Arsip Tag: catatan diary

Kisah di Balik Pintu: Menyingkap Rahasia Perempuan

Resensi Ragil Koentjorodjati

Hidup seseorang di luar sana, lewat dalam kesepian, dihantui oleh topeng-topeng manusia lain. Hidup pribadinya lewat dalam keheningan, dihantui oleh topeng diri sendiri.
(Eugene O’Neill)
buku soe tjen marchingSosok perempuan selalu menarik untuk diselisik. Ia seindah debur ombak di permukaan samudera sekaligus menyimpan misteri di bawahnya. Bara ambisi dapat rapi tersembunyi di balik sikap anggun, serapi hasrat seks yang kadang hanya terlihat seperti cahaya pendar. Tidak jarang banyak lelaki terpesona untuk turut mengobarkan setitik bara yang kadang tampak malu-malu tetapi mau. Namun tanpa terduga, perempuan mampu mengatakan “tidak” dengan tersenyum manis sehingga sering kali lelaki lebih percaya pada senyuman itu ketimbang kata “tidak” yang diucapkan. Kerap kali, dalam benak seorang lelaki, perempuan adalah paradoks itu sendiri. Paradoks di mana kata “iya” dapat berarti “tidak” dan kata “tidak” dapat berarti “iya”.
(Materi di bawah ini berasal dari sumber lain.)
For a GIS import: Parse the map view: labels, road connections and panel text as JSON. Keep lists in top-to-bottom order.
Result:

Simak kalimat Sulistina, istri Bung Tomo, pada biografinya yang dikutip Soe Tjen pada bukunya Kisah di Balik Pintu berikut:
Aku digendong dimuka para wartawan dan lampu blits berjepretan mengabadikan peristiwa itu. Aku malu sekali digendong didepan para wartawan…(Soetomo, 1995: 145)
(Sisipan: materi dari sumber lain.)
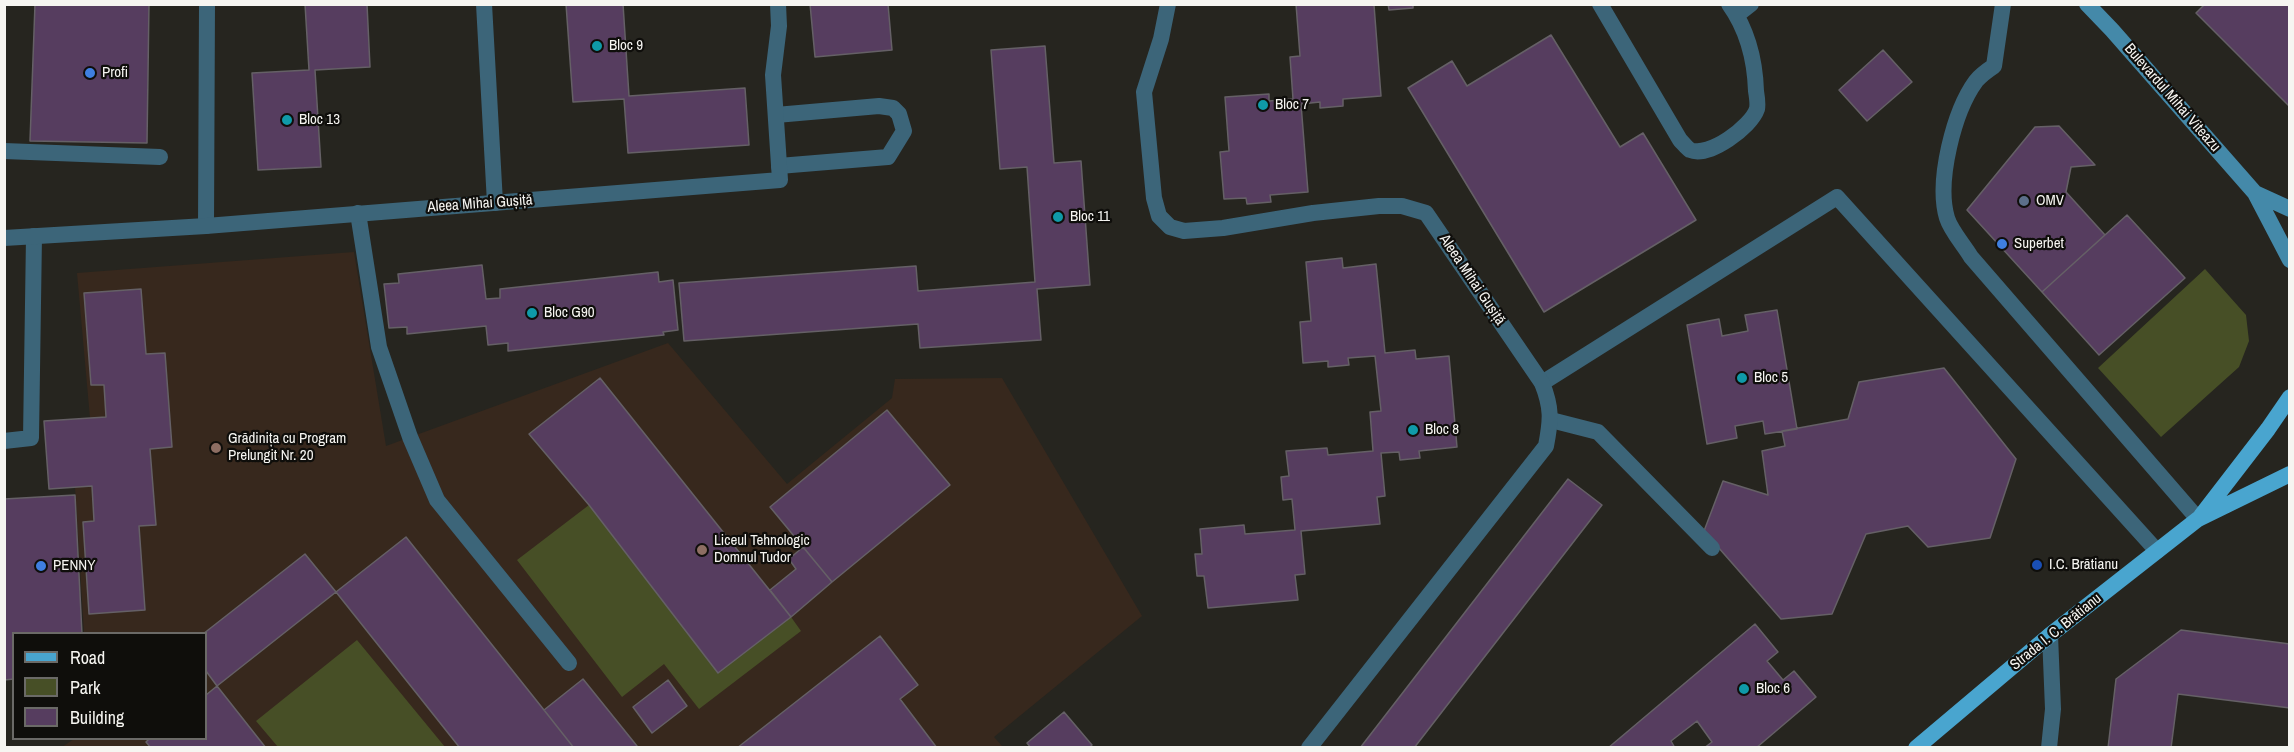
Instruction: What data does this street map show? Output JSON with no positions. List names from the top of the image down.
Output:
{
  "streets": {
    "main road": ["Bulevardul Mihai Viteazu", "Strada I. C. Brătianu"],
    "street": ["Aleea Mihai Gușiță"]
  },
  "places": [
    "Bloc 9",
    "Profi",
    "Bloc 7",
    "Bloc 13",
    "OMV",
    "Bloc 11",
    "Superbet",
    "Bloc G90",
    "Bloc 5",
    "Bloc 8",
    "Grădinița cu Program Prelungit Nr. 20",
    "Liceul Tehnologic Domnul Tudor",
    "I.C. Brătianu",
    "PENNY",
    "Bloc 6"
  ],
  "legend": ["Road", "Park", "Building"]
}
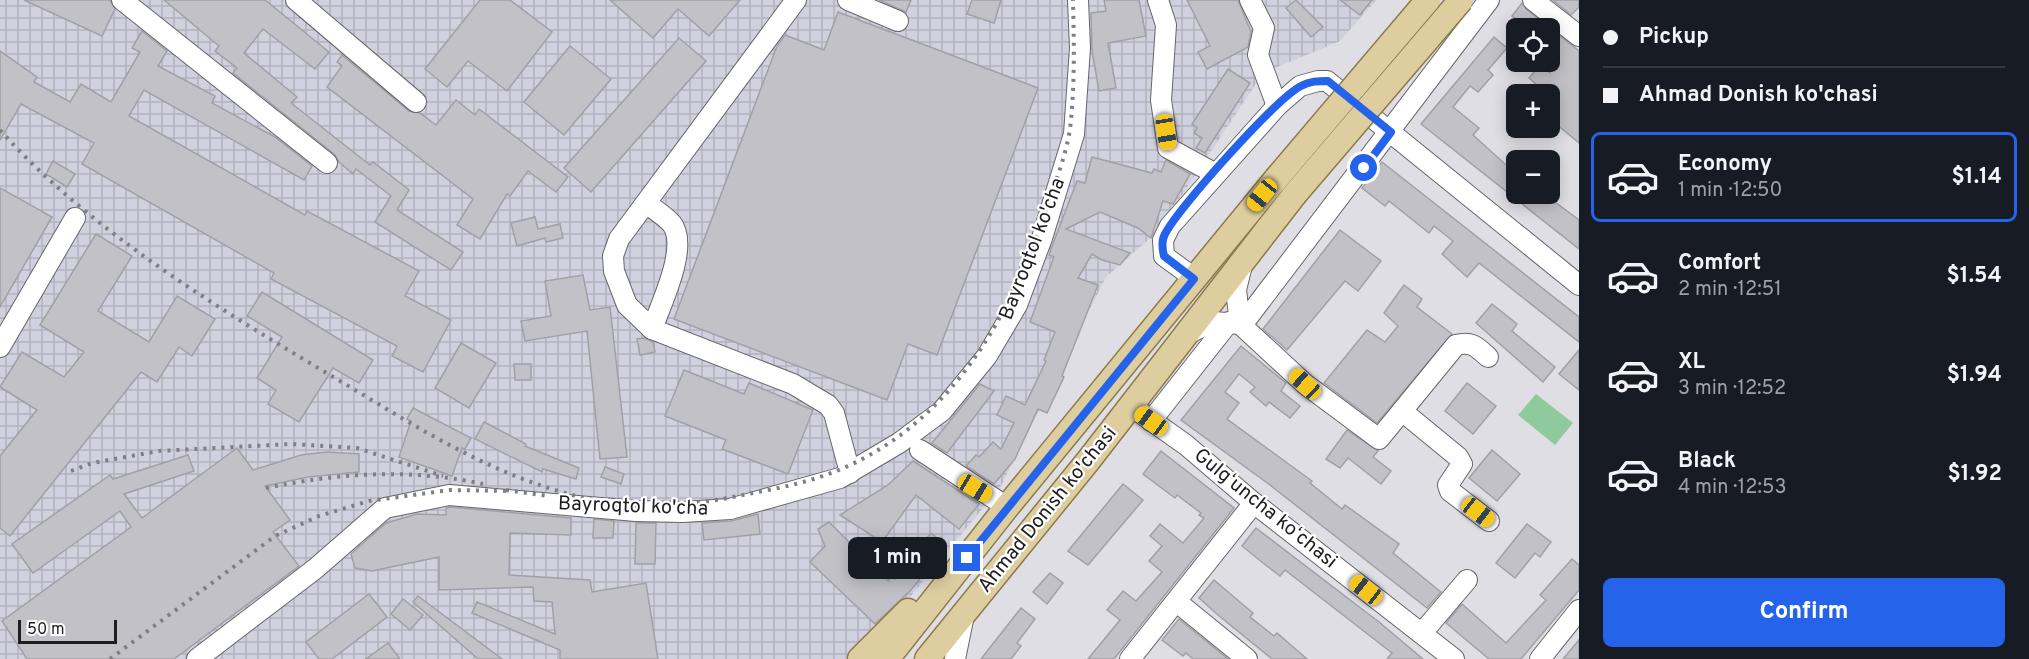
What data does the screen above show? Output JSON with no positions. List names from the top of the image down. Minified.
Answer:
{"streets":{"main road":["Ahmad Donish ko'chasi"],"street":["Bayroqtol ko'cha","Gulgʻuncha koʻchasi"]},"crossings":[["Gulgʻuncha koʻchasi","Ahmad Donish ko'chasi"]],"scale_bar":"50 m","page":{"banner":["Pickup","Ahmad Donish ko'chasi"],"map_buttons":["+","−"],"list":[{"name":"Economy","note":"1 min · 12:50","value":"$1.14"},{"name":"Comfort","note":"2 min · 12:51","value":"$1.54"},{"name":"XL","note":"3 min · 12:52","value":"$1.94"},{"name":"Black","note":"4 min · 12:53","value":"$1.92"}],"bubble":"1 min","buttons":"Confirm","scale":"50 m"}}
Aneh. Malu tetapi ingin diketahui orang lain perihal malunya itu. Bahkan penting sekali bagi orang lain untuk melihat, mendengar dan menyaksikan rasa malu ini. Rasa malu yang sebenarnya tidak malu (hal. 47)
Acap kali muncul pertanyaan mengapa perempuan merasa perlu untuk menyembunyikan sebahagian dirinya dan pada saat yang sama memunculkan bagian dirinya yang lain. Simak misalnya pembelaan Inggit Garnasih ketika ia memutus suaminya, Sanusi, dan memilih Soekarno yang dua belas tahun lebih muda darinya. Dalam otobiografinya Kuantar ke Gerbang, sebagaimana dipaparkan dalam Kisah di Balik Pintu, ia menulis:
Yang jadi soal bagiku adalah justru suamiku sendiri, Kang Uci. Ia masih juga tetap suka sering keluar rumah. Dan aku sudah tidak bernafsu lagi untuk menegurnya. Biarlah ia mendapatkan kesenangannya sendiri, pikirku (Ganarsih, 1988:7)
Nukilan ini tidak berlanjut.